Exercise data:
+++
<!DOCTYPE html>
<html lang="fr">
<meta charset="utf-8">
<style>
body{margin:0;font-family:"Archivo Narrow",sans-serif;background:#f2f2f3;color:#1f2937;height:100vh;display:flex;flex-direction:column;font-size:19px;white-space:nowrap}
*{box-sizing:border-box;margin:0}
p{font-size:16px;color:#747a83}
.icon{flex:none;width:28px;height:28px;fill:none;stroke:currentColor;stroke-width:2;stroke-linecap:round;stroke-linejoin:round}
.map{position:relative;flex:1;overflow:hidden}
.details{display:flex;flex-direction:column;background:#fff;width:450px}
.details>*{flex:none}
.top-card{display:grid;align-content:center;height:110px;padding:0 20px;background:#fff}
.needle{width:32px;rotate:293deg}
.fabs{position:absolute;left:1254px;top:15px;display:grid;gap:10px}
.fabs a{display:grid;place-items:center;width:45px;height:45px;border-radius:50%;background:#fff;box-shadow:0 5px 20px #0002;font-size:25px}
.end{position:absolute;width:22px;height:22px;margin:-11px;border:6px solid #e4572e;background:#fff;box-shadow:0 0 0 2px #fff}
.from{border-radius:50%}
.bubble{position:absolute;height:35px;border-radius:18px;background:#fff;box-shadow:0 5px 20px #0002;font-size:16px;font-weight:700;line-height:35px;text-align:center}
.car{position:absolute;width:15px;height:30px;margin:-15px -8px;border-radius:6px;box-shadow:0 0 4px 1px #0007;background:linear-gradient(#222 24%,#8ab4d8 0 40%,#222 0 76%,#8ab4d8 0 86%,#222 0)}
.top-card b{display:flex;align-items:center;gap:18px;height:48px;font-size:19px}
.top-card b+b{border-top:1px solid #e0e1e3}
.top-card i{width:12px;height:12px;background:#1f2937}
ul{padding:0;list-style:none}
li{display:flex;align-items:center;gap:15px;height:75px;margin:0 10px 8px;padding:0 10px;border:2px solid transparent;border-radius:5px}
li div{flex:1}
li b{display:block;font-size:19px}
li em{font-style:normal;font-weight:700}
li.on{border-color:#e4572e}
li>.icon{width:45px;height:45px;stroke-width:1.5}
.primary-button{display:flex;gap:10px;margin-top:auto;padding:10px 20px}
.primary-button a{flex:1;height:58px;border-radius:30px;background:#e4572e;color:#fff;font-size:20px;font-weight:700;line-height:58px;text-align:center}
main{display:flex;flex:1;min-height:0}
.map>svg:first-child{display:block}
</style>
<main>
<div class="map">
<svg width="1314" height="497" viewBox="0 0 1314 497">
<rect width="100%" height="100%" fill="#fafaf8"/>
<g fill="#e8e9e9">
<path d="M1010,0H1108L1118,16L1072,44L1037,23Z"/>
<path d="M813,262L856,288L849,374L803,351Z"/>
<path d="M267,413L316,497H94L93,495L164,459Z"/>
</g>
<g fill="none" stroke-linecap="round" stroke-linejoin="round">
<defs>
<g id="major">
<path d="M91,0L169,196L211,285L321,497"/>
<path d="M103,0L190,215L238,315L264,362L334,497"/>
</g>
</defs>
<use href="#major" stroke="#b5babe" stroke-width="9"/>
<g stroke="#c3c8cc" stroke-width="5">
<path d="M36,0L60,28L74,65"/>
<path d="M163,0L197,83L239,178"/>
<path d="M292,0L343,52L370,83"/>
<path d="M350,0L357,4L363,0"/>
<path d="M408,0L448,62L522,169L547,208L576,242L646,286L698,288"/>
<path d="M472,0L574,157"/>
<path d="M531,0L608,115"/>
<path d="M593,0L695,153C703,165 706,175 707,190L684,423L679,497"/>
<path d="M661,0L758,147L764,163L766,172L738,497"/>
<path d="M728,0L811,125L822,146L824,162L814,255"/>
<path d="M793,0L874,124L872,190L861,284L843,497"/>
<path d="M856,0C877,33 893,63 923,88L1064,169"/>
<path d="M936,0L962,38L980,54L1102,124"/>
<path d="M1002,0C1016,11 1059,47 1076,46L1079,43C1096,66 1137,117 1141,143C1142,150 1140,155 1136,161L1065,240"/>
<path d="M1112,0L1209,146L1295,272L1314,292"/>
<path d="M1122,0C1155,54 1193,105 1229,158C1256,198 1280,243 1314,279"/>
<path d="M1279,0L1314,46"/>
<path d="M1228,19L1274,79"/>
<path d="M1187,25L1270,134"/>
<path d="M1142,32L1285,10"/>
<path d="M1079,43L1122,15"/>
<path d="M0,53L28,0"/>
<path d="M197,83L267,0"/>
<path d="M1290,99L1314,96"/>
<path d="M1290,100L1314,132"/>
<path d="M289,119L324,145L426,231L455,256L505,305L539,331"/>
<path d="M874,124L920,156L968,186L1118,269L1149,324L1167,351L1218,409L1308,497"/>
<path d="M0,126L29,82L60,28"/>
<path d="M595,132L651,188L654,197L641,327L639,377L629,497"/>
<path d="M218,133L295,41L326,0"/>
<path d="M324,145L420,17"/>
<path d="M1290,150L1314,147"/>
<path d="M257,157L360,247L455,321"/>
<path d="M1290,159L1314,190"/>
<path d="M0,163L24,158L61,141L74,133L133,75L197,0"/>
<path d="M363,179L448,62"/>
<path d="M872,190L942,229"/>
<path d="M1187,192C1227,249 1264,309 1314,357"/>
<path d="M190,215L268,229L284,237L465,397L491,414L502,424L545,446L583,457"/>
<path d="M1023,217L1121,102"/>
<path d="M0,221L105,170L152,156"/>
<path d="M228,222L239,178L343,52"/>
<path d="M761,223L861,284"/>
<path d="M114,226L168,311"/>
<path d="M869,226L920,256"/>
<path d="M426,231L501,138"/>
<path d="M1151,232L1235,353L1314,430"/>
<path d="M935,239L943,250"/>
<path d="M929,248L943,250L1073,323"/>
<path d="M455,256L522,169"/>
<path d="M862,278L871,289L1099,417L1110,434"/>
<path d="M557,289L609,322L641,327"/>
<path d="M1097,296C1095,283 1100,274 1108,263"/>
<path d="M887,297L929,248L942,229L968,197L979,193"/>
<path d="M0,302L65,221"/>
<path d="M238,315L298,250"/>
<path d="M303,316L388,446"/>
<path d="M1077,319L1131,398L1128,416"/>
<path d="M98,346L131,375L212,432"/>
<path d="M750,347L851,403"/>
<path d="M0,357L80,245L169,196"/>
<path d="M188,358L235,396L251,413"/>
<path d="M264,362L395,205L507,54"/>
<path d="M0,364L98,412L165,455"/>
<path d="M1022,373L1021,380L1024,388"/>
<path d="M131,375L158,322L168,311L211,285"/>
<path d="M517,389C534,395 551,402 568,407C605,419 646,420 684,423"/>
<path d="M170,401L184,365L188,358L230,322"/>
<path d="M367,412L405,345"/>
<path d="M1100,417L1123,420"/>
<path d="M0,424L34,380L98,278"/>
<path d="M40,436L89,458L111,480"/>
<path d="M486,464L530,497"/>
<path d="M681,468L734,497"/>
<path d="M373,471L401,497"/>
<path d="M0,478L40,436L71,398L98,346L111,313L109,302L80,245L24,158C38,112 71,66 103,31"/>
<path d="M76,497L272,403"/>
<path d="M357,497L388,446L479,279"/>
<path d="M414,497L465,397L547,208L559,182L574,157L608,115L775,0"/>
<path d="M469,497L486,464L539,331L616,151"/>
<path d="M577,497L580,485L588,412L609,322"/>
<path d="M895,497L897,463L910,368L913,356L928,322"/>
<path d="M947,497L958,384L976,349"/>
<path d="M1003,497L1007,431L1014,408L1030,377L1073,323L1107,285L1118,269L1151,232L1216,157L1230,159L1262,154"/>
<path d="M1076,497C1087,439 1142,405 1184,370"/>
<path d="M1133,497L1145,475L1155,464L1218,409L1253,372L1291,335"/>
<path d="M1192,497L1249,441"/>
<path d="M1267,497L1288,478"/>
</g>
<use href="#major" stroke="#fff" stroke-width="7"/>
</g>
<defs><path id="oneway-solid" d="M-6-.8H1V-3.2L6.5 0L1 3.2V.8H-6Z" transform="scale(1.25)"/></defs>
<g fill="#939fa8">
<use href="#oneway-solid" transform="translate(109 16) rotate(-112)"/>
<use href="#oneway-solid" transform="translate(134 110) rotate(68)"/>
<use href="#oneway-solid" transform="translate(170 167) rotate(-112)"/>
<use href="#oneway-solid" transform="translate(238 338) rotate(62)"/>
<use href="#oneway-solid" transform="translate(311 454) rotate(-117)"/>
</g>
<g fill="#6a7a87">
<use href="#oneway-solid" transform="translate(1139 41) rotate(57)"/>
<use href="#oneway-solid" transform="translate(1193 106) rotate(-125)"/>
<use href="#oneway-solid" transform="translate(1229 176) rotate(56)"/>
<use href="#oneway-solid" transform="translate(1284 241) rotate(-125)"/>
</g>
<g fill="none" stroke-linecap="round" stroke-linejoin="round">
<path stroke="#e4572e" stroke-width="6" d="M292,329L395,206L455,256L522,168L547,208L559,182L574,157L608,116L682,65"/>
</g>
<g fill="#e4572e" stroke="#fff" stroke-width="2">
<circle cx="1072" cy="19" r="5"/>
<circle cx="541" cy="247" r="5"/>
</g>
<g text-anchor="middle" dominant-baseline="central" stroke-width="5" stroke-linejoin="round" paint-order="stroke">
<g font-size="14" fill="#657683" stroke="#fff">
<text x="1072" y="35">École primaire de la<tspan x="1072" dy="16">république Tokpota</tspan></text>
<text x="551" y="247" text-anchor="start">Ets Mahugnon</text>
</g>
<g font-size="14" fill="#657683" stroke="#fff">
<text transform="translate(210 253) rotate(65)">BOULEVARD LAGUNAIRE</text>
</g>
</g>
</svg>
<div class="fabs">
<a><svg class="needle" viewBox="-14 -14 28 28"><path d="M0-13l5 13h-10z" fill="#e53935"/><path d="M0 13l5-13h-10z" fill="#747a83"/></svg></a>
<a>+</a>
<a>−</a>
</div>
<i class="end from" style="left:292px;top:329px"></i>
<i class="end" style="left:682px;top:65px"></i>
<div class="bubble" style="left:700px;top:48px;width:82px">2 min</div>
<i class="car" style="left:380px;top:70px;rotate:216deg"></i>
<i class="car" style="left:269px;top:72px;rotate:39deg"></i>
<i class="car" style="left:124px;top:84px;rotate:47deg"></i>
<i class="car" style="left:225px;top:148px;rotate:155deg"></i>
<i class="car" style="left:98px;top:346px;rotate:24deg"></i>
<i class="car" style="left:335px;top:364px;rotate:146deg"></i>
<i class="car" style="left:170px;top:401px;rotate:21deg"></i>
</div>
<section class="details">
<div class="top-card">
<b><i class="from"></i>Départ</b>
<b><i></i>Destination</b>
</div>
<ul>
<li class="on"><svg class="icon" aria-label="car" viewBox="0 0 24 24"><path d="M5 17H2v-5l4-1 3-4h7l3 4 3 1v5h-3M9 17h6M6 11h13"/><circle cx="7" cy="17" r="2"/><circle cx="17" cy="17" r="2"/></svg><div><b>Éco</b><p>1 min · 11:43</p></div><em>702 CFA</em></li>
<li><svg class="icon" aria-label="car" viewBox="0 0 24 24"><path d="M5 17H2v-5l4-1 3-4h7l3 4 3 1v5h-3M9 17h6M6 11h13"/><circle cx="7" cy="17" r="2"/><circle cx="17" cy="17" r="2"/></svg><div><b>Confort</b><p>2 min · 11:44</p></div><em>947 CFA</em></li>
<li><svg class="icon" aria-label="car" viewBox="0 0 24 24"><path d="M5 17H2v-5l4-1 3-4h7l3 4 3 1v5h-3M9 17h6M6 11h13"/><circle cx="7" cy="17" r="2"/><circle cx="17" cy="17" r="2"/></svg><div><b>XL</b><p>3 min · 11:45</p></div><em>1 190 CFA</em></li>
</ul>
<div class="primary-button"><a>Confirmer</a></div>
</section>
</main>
+++
In the records, how many lines have the word "fill" in them? Only the number is needed.

Your solution: 11